Because the project drawings failed to show the locations and details of the reclaimed water system extending from the WWTP and throughout the site, this entire subject matter was bypassed in the RDEIR, and scrutiny of this important issue was thereby avoided.
5.0 Conclusion:
In conclusion, the above evidence shows that the presentation of visual data in this RDEIR is grossly deficient, and that information that could have been provided was deliberately withheld. I further submit that this RDEIR is not in the spirit of CEQA for full disclosure. As to whether the tabular and text data is fully disclosed in the RDEIR, is an issue that is examined in the next section.
111 TABULAR and TEXT DATA
1.0 Difficulty of Data Presentation:
1.1 Preamble: In the FEIR letter 10-13, Planning Commissioner Terri Works complained that she had trouble with the different units used to measure water flow, and she stated, "I had decided I was going to understand every word about water in this thing, and believe me, I don't". The PMC response was to provide a six-line summary of water demands versus availability expressed in units of mgd (million gallons per day).
I also believe that part of the problem for her, as well as for others who are not engineers, is the fact that it is difficult for any person to visualize any "million" quantity, or even any "one-hundred-thousand" quantity. Let me illustrate.

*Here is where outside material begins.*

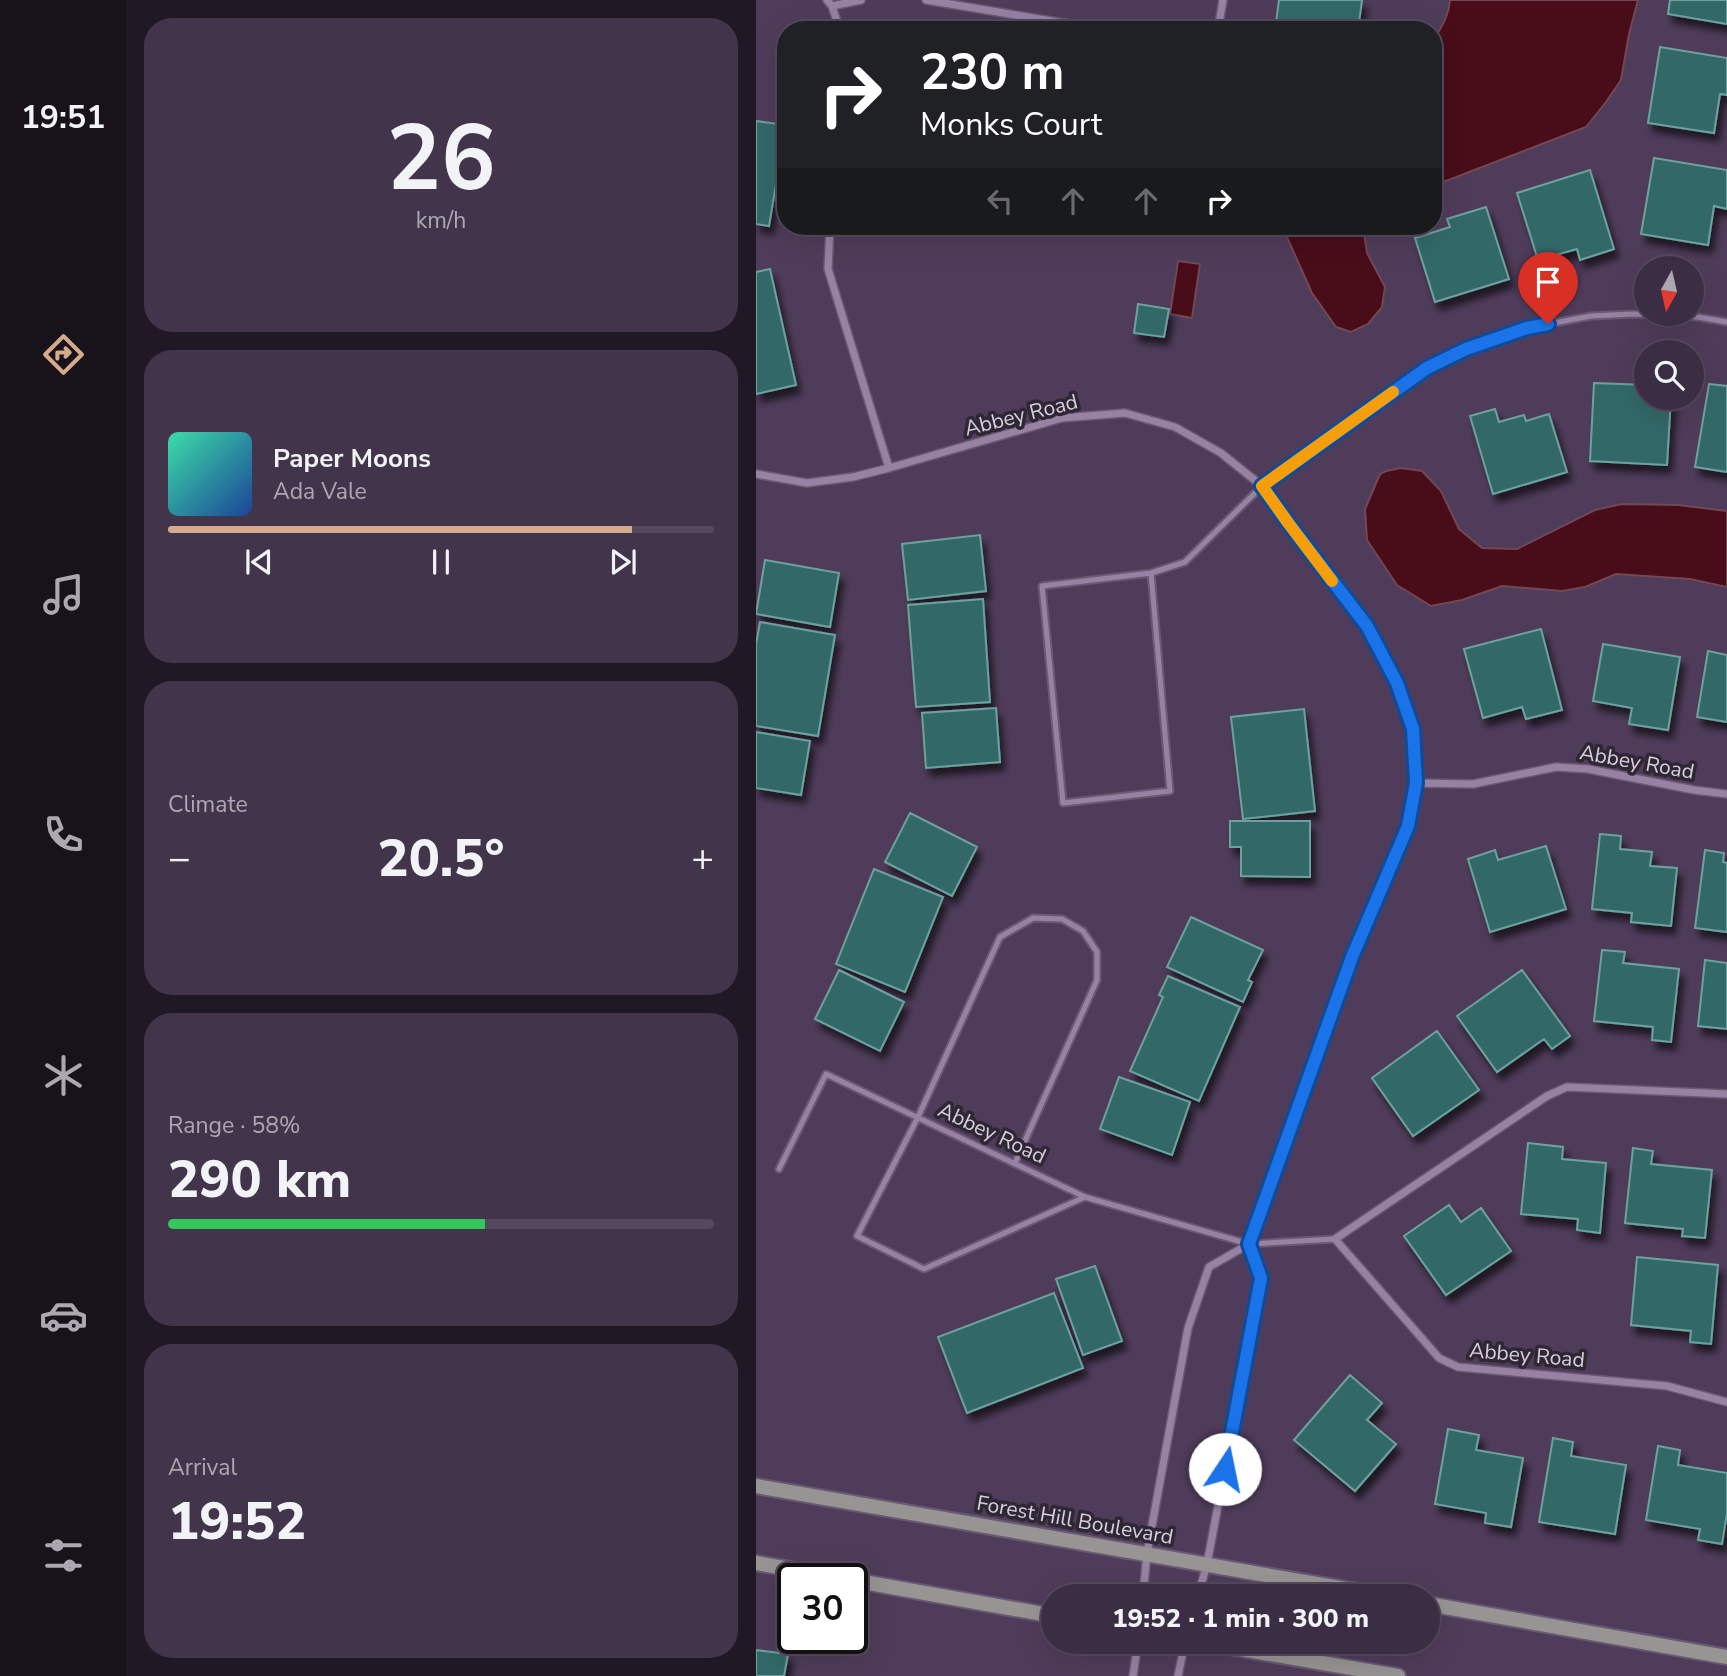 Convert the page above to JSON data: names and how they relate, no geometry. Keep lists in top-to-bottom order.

As water flows in an open channel, the cross-sectional area of the water in square feet, as that cross-section moves along at a velocity of so many feet per second, yields cubic feet per second. This is called the discharge. Mathematically this is expressed as: AV = Q. The discharge then is nothing more than some flowing volume during a unit of time. The same applies to pipe flow.
The volume units could be expressed in cubic feet as illustrated above, or in gallons, or in acre-feet, whereas the time units could be in seconds as illustrated above, or in days, or in years. It is the volume units that most people have problems with.
All too often people will use some conversion factor that is a rounded-off number, and this will produce varying results, which causes others to question as to whose figure is right and whose figure is wrong. To avoid this nonsense in computing volumes, for gallons I always use the definition that a standard US gallon equals 231 cubic inches, knowing full well that there are 12"x12"x12" in a cubic foot. Similarly, in computing an acre-foot volume, all one needs to remember is that the acre (about 209'x209') derives from the old English surveyor's chain measurement, which is defined as exactly equal to 66 feet, and ten square chains equals one acre, or 10x66'x66'. Thus any cubic foot volume can be easily converted to an acre-foot volume.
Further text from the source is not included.